Segera Hadir, Agrowisata Kebun Plasma Pisang Yogyakarta

Spots & Destinasi

Travel / Spots & Destinasi

Segera Hadir, Agrowisata Kebun Plasma Pisang Yogyakarta

Segera Hadir, Agrowisata Kebun Plasma Pisang Yogyakarta

KEPONEWS.COM - Segera Hadir, Agrowisata Kebun Plasma Pisang Yogyakarta Minggu, 12 Februari 2017 | 13:05 WIBSeorang petugas membersihkan rumput di bawah rumpunan pisang kates di Kebun Raya Purwodadi (KRP), Pasuruan, (25/6). Pisang kates ini menjadi salah satu pisang kulti...
Loading...

Minggu, 12 Februari 2017 | 13:05 WIB

Segera Hadir, Agrowisata Kebun Plasma Pisang Yogyakarta

Seorang petugas membersihkan rumput di bawah rumpunan pisang kates di Kebun Raya Purwodadi (KRP), Pasuruan, (25/6). Pisang kates ini menjadi salah satu pisang kultivar kebanggaan KRP. TEMPO/Abdi Purmono

Jakarta - Kebun Plasma Nutfah Pisang Yogyakarta akan dikembangkan menjadi agrowisata unggulan. Ketika ini terdapat koleksi 346 kultivar pisang di sana. "Ini dilakukan dnegan tidak menghilangkan fungsi utamanya sebagai tempat pelestarian dan pengembangan benih pisang," kata Kepala Bidang Pertanian Dinas Pertanian dan Pangan Kota Yogyakarta Imam Nurwahid di Yogyakarta, Minggu.

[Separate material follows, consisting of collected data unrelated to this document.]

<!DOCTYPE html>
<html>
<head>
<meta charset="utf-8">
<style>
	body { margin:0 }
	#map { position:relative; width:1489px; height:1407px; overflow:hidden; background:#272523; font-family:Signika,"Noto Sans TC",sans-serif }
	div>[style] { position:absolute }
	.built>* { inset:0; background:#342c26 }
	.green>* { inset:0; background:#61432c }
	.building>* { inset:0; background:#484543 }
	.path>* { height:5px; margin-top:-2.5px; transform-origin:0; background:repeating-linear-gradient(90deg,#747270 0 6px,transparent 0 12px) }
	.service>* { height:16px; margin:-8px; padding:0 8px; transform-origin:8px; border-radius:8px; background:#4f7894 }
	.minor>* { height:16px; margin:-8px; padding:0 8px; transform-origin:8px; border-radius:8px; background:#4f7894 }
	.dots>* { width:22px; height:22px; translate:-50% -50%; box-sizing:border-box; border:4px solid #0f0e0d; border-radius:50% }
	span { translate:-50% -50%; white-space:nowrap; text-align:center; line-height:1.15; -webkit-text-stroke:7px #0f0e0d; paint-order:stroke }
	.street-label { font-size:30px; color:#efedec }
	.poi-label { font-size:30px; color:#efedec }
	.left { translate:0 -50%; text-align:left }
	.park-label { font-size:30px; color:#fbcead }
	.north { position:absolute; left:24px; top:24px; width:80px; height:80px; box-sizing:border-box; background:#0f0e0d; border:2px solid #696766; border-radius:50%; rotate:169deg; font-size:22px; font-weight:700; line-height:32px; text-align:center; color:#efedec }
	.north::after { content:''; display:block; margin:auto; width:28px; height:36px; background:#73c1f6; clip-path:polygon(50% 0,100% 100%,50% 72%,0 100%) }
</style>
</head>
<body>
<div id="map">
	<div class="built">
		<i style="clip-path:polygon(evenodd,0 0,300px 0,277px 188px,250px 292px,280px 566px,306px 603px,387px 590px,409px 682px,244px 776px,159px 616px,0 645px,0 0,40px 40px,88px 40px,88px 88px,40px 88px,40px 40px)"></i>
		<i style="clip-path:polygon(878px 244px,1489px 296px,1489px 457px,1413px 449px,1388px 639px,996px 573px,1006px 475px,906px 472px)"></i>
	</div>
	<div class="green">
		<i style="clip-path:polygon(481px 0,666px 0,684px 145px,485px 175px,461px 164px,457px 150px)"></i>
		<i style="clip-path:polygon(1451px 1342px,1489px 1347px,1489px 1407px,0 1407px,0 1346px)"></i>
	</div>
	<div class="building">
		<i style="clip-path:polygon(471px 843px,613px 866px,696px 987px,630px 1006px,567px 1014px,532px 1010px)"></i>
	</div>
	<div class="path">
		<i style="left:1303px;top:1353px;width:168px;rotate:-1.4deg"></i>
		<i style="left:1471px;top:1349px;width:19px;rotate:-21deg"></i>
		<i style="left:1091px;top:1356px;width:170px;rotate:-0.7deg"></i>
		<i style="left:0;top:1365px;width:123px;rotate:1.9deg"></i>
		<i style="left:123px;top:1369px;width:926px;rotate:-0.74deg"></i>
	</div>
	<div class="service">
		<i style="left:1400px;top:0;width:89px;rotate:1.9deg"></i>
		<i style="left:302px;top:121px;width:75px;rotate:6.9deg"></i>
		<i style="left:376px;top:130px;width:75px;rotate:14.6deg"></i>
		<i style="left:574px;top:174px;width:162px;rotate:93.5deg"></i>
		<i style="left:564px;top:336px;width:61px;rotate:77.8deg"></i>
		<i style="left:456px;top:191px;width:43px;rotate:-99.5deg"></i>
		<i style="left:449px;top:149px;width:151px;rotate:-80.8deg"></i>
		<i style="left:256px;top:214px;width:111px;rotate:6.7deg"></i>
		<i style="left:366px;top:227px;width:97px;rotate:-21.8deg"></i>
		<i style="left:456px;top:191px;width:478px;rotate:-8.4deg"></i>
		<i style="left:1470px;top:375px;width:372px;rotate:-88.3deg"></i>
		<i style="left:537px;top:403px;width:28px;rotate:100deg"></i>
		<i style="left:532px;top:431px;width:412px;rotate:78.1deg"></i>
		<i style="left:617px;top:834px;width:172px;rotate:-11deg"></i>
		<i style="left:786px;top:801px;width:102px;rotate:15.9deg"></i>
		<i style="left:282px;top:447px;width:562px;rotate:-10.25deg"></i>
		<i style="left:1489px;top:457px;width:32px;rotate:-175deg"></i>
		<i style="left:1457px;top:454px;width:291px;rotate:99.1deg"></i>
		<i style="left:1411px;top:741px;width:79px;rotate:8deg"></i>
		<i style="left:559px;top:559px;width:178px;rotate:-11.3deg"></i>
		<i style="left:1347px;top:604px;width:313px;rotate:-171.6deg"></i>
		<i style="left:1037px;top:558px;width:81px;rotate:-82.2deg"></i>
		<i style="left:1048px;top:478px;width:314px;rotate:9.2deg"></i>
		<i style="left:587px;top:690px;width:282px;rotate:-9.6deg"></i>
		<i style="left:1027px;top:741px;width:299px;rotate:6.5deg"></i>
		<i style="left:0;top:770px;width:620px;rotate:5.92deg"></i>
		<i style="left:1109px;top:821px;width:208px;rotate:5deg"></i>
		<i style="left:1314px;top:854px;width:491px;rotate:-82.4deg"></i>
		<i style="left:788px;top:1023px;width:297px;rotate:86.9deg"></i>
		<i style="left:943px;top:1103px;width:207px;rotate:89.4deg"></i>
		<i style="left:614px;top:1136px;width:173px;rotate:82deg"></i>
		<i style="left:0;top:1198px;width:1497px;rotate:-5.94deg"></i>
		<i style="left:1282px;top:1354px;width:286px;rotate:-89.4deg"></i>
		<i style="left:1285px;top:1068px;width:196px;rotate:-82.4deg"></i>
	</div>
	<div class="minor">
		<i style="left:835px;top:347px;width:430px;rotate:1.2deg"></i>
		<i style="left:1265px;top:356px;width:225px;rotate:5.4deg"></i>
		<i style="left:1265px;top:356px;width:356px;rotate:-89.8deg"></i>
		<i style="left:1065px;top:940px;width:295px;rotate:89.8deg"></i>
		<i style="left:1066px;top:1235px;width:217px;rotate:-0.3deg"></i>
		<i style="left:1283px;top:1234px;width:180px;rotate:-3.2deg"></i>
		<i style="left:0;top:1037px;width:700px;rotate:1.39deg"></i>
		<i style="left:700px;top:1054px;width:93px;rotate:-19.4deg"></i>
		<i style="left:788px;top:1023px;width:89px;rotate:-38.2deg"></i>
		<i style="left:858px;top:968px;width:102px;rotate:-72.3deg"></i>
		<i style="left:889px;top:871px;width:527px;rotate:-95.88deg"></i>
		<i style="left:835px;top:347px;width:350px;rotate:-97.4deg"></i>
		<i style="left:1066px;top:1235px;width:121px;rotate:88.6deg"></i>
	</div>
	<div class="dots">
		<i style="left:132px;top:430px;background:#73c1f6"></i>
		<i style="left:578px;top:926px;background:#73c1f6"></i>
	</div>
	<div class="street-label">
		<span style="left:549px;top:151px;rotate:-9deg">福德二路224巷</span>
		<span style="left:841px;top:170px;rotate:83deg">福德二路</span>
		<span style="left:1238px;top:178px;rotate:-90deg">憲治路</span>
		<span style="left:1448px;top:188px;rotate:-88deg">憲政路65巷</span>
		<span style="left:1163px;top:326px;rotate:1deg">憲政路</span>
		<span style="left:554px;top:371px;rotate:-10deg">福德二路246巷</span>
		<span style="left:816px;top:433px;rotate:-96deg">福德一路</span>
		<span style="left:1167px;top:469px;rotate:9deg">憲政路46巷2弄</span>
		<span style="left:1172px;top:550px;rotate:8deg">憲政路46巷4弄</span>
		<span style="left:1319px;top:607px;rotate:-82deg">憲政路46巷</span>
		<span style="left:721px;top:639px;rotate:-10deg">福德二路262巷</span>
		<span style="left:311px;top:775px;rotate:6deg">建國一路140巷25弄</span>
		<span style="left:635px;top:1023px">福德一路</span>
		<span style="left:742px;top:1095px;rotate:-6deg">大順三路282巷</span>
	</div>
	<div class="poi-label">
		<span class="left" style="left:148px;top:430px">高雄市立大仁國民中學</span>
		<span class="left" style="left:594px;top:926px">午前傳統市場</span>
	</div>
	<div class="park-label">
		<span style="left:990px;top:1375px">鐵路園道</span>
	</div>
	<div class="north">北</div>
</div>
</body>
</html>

Gosip lain: Menikmati Cokelat Asli dari Gunung Api Purba

Kebun Plasma Nutfah Pisang Yogyakarta diklaim sebagai kebun pisang paling lengkap se-Asia Tenggara itu. Luas kebun ialah dua hektare

"Mimpi besarnya ialah mengembangkan lokasi ini menjadi agrowisata karena potensi yang ada cukup memadai," kata Imam. Menurut dia, pengembangan menjadi agrowisata itu merupakan bagian dari pelaksanaan fungsi pelayanan kepada masyarakat.

"Dengan menjadi agrowisata, kami tetap bisa melakukan pelestarian, pengembangan benih sekaligus memberikan edukasi kepada masyarakat. Seluruh fungsi tersebut akan menjadi maksimal, jikalau bisa dinikmati oleh masyarakat dalam bentuk pelayanan," katanya.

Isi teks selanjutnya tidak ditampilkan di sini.